Filed in Sponsored Content by on August 6, 2021 1 Comment

home plansIf you are adding a margin to the cost of materials and labor in order to calculate a contract price, your home building company is at risk of losing money, especially if you plan on growing.

The traditional method of pricing jobs is to apply a margin to the cost of sales. The problem with this method is that you are hoping you will make enough profit to cover your overheads and wages.

Home building companies with revenues of less than $6 million do not enjoy the same economies of scale as traditional businesses like manufacturing or retailing. This results in builders making little, or no net profit at the end of the year, despite taking on more work and increasing their revenue.

When a building company grows, their net profit margin decreases. Even when they don’t reduce their margin, they can still end up losing money.

How is that possible?

The problem lies in the method they are using to price their jobs. Most builders add a nominal markup of say 20% to their cost of sale which gives them a contract price to charge the client. The problem with this strategy is that it doesn’t always cover the running costs for the business.

Where Most Builders Go Wrong

When it comes to quoting a larger project, most builders actually reduce their profit in order to win the job when in fact they really need to be increasing the margin to cover the additional running costs. This is the reason why you hear so many builders say they were earning more money when they were doing less jobs.

It’s also the reason why so many building companies run into cash flow problems, and why so many builders end up with nothing to show for decades of hard work.

The good news is that there is an easy solution to the problem. Builders need to price their jobs using a net margin instead of gross margin. When you apply a net margin to project you are guaranteed to make a profit.

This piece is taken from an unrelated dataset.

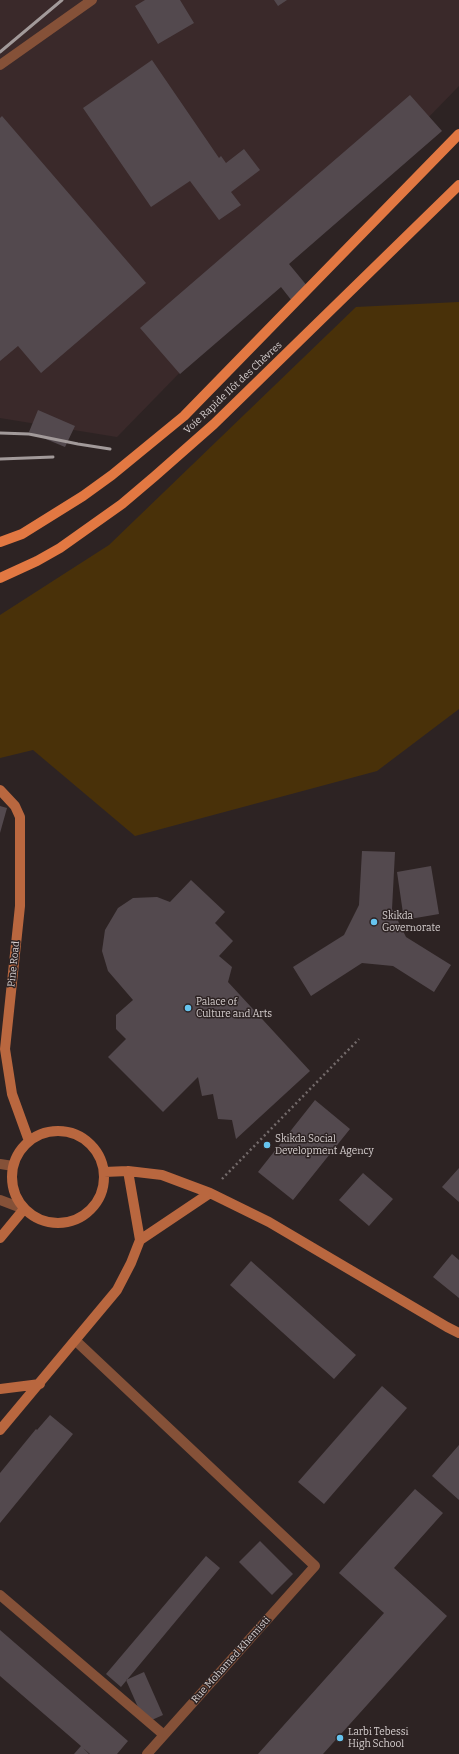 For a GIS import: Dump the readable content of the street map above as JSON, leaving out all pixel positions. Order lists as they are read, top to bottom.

But when you apply a gross margin to a project, you are simply hoping to make a profit. And that’s fine when your turnover is at a consistent level.

And when workflow increases and additional resources are taken on, the amount of fixed costs, as a proportion of the contract price also increase.

When that happens you have three problems:

  • First, you don’t know what your break-even point is.
  • Second, although you are increasing your cash reserves, if you are not making a profit then you’re creating a hidden liability that will get bigger and bigger, a bit like giant Ponzi scheme.
  • Third, you’ll probably end up cutting margins in order to win more work, which only compounds the problem and increases the hidden liability in your building company.

The reason it is so important to grow a home building company profitably is because the retained net profit provides the foundation to support a growing business. Without retained net profit you are effectively building a house of cards that will fall over in the next market downturn.

To learn more, download the Professional Builders’ Secrets to Increasing Margins, courtesy of the Association of Professional Builders.

Comments (1)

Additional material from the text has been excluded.